Re: The future is not all ANSI
Date: October 16, 2014 03:14AM
Quote
siria
But writing into a km pref I'd much prefer. Is there a JS command to write a km pref?
Any deeper reason why don't You use the kmm to set it?
p.s.
http://kmeleonbrowser.org/forum/read.php?9,128836,129085#msg-129085
AFAIK contains a code sample that sets a pref via kmm.
Re: The future is not all ANSI
Date: October 16, 2014 03:52AM
Quote
gordon451
Do you remember ANSI.SYS? Absolutely necessary if you wanted to do spiffy things like placement of characters, colours, and whatever in DOS. Not sure if DOS2 had it, but it was certainly there in DOS3, both PC- and IBM-. I don't think DR-DOS had it... I used ANSI.SYS to build a "GUI" for a DB3 members register, so the secretary didn't have to "browse" all the records. That was fun.
Yes I remember. You needed to load it specifically via config.sys if You wanted to use it. Yes, it was in DR-DOS
but I cheated and checked it out now.
There were third party replacements so You could have it with any DOS. But I only used MS, Novel and PTS DOS which AFAIR shipped it.
p.s. And was much annoyed when the two later did not work anymore under Win95. I saw DOS the first time on the first CEBIT in Hanover. It was a brand new version maybe 3? I never build anything for it - I played Larry.
Edited 1 time(s). Last edit at 10/16/2014 04:03AM by guenter.
Re: The future is not all ANSI
Date: October 16, 2014 06:04AM
Quote
guenter
Quote
siria
But writing into a km pref I'd much prefer. Is there a JS command to write a km pref?
Any deeper reason why don't You use the kmm to set it?

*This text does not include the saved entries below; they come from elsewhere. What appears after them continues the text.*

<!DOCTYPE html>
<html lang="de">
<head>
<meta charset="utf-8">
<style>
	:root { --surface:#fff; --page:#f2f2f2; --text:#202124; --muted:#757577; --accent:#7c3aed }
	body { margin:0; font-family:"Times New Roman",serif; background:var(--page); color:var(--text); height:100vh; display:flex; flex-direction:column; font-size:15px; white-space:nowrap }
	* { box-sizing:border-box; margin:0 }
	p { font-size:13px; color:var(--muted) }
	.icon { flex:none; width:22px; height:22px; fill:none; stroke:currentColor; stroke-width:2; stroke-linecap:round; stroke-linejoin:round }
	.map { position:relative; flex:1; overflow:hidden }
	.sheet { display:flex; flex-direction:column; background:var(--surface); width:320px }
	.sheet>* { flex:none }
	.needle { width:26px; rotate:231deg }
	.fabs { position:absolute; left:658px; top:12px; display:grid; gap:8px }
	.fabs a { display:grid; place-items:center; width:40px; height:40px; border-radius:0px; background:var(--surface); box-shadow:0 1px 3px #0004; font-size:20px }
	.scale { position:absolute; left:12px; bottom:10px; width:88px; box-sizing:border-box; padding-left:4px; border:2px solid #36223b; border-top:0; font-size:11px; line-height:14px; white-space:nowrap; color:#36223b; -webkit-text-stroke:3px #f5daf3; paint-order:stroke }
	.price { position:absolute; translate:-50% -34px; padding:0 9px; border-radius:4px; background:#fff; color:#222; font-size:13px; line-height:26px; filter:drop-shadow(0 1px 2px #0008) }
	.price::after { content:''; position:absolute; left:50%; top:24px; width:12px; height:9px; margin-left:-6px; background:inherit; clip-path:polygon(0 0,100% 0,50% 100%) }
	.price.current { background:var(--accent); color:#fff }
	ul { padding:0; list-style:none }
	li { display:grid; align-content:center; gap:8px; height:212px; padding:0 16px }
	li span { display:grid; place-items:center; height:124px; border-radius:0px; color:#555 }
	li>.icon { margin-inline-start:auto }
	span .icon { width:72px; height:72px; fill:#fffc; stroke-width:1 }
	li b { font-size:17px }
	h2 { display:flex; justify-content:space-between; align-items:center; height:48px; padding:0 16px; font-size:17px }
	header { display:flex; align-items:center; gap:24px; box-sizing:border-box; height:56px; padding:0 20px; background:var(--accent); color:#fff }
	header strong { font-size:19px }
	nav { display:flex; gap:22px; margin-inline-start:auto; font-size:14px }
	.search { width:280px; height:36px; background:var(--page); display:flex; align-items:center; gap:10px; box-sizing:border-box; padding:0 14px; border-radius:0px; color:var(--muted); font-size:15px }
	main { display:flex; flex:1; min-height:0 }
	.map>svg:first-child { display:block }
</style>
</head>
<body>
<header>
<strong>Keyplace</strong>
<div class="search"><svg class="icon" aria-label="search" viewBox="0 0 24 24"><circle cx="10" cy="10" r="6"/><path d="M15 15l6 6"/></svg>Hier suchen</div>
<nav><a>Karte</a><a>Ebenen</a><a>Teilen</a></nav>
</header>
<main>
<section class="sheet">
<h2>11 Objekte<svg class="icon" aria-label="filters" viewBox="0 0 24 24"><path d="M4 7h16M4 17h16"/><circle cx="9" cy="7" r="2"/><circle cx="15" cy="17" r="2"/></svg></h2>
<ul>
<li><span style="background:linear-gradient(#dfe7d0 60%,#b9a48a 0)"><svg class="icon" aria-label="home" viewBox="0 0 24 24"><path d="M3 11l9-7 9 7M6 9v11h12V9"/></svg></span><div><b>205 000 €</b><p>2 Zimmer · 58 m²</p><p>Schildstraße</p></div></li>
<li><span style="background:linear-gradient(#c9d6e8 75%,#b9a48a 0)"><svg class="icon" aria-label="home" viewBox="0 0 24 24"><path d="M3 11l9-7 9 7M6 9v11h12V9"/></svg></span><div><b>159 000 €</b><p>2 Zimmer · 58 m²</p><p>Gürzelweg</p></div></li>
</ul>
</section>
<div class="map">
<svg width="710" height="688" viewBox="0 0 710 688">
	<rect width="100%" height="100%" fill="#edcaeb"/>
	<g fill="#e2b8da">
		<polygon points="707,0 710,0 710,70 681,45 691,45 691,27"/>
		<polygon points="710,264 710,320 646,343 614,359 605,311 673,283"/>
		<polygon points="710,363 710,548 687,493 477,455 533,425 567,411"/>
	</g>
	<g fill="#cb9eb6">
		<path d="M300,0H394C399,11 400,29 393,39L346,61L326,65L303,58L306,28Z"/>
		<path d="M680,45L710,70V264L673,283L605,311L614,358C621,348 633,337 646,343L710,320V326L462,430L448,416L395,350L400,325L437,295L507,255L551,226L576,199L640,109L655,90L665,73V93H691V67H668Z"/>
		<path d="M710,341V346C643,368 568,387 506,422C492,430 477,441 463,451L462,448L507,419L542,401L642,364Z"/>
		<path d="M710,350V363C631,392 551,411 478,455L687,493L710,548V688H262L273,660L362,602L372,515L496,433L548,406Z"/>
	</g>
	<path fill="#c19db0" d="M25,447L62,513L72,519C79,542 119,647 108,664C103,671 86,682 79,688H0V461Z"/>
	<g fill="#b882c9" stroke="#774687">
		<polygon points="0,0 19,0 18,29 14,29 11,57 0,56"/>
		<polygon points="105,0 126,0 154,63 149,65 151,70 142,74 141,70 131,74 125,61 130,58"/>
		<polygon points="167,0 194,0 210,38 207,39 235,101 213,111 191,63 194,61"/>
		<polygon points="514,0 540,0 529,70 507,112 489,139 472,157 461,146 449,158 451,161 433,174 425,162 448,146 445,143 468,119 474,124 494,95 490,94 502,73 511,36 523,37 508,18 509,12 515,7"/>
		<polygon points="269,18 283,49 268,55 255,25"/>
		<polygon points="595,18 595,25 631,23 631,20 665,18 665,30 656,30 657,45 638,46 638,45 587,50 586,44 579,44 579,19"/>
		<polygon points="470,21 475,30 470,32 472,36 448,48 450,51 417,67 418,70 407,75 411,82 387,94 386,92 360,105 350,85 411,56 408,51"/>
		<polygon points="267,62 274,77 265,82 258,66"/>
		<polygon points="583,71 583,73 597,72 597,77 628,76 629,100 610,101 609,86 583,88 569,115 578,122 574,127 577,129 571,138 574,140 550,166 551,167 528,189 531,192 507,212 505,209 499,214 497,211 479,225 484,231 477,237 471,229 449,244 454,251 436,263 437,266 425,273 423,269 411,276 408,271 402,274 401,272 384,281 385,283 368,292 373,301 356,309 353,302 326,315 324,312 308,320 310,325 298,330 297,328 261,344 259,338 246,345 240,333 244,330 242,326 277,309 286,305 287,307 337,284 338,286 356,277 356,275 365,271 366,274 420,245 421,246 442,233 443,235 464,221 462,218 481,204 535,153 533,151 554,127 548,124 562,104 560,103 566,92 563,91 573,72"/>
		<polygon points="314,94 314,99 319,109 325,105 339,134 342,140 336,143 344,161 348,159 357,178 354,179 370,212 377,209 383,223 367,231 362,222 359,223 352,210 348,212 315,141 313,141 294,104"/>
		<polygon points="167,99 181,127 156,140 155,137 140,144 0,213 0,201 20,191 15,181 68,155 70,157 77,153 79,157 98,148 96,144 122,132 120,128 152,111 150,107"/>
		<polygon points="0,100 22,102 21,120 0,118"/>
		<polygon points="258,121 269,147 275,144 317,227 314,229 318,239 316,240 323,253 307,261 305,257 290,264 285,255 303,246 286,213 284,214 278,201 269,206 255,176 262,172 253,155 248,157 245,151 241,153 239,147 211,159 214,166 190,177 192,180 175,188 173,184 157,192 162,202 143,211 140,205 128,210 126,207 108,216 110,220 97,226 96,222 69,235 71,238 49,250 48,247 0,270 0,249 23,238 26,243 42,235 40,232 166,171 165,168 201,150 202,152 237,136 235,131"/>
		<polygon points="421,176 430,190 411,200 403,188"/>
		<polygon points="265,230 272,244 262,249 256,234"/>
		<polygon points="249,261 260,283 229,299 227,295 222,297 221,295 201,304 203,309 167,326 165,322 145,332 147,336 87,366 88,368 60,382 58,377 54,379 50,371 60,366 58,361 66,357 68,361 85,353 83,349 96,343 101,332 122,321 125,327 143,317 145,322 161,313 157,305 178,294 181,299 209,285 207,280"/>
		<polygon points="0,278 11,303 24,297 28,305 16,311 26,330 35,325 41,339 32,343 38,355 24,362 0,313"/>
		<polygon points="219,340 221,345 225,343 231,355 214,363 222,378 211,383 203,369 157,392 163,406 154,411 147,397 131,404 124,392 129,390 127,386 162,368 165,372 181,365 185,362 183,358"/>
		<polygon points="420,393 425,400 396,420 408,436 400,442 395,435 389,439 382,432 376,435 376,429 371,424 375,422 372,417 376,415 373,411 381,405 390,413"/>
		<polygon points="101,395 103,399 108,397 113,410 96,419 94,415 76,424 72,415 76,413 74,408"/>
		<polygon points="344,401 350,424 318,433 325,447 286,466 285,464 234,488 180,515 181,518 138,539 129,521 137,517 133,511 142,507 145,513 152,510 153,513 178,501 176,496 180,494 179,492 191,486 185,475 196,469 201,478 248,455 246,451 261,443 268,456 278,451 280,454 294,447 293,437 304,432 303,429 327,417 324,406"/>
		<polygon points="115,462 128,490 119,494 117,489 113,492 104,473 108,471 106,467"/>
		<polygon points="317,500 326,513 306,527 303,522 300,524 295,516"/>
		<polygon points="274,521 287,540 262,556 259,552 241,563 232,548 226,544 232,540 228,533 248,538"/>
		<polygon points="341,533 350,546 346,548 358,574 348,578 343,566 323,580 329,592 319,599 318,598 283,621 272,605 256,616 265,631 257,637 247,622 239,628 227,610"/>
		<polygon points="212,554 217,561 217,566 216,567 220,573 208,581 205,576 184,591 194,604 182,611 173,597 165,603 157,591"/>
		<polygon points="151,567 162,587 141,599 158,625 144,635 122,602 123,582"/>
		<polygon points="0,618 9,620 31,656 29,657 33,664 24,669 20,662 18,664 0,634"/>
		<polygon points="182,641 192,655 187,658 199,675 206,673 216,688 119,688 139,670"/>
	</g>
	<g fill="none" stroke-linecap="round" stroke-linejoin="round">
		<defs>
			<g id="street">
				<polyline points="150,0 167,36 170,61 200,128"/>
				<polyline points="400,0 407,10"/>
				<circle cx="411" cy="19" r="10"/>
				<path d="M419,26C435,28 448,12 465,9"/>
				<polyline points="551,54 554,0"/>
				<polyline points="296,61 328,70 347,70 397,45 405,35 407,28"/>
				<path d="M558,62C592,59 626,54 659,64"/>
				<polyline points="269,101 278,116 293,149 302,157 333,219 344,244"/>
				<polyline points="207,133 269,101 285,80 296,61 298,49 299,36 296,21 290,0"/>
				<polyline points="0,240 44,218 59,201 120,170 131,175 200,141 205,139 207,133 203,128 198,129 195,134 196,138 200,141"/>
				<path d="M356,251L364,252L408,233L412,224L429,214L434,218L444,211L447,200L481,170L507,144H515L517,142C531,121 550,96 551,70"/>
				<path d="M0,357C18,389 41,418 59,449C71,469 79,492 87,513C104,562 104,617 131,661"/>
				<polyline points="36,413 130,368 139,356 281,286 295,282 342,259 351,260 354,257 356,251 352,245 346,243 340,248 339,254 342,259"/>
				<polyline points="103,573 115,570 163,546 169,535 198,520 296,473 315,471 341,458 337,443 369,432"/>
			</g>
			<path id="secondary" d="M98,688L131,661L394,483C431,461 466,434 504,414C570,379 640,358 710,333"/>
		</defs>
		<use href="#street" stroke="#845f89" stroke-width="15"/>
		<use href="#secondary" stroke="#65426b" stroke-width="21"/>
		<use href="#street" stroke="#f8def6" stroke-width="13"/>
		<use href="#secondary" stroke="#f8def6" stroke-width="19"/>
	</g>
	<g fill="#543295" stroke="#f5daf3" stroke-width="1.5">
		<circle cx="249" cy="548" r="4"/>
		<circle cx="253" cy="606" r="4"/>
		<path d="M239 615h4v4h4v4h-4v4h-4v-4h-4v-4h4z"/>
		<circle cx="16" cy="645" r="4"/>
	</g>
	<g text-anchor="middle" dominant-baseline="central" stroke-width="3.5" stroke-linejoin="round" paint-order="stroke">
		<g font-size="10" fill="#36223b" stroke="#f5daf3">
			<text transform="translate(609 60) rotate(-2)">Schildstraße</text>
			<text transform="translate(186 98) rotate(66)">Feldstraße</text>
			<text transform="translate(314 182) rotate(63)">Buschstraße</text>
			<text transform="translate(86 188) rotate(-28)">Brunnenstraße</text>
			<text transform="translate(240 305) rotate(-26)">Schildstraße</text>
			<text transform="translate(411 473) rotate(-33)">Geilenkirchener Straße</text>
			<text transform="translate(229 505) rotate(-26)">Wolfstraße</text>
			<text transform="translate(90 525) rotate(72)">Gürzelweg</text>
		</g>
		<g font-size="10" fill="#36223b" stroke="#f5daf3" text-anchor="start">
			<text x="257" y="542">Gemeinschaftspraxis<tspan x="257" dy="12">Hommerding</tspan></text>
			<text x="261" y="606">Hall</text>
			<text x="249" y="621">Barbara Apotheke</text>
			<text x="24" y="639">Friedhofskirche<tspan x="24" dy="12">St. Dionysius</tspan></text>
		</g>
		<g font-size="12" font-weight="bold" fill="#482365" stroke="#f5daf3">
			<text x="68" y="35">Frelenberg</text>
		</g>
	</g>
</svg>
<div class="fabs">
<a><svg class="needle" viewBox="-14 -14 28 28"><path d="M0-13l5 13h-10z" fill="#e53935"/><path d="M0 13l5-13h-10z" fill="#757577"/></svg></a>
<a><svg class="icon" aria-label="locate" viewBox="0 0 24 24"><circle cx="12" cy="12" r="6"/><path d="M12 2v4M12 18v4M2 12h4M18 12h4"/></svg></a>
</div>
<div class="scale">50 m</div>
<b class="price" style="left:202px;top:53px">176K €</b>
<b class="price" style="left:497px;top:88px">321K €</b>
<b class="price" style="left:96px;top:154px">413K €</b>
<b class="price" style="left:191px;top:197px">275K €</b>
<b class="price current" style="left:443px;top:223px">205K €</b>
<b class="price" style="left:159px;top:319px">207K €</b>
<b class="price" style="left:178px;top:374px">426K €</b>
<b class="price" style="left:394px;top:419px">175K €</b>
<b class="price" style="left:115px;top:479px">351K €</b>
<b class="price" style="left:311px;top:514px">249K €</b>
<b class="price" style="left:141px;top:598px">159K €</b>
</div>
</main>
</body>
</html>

What I keep saying all the time: because of the line-order-bug since KM1.6
Macro commands do not wait anymore until a script command in the previous macro line is finished, but execute FIRST. For example in line-1 you set a variable or a pref, then in line-2 run a script that needs that setting, and in line-3 change that var or pref again by macro command. Result: The script in line-2 uses the values set in line-3!
The only workaround to avoid this so far is to insert an annyoing alert-box between line2+3, which a user must first confirm.
Re: The future is not all ANSI
Date: October 16, 2014 08:08AM
Sorry I did not understand the problem initially. Alert box is a shoddy workaround for sure.
p.s. I have no knowledge to code any macros or JS.
But: Did You ever look here:
https://developer.mozilla.org/en-US/Add-ons/Code_snippets/Preferences
Maybe that can help You to change this kmeleon.js that was used by Dorian to create a menu or to create something similar?
Components.utils.import('resource://gre/modules/XPCOMUtils.jsm');
Components.utils.import('resource://gre/modules/Services.jsm');
function startup() {
var KMeleon = Components.classes["@kmeleon/jsbridge;1"].getService(Components.interfaces["nsIJSBridge"]);
KMeleon.SetMenuCallback("MailNews", "NewsFo&x JS", function(mode) {
KMeleon.Open('chrome://newsfox/content/newsfox.xul', KMeleon.OPEN_NEWTA
;
});
}
Also maybe look into the way kko set and changed prefs with the code in his prefs panel.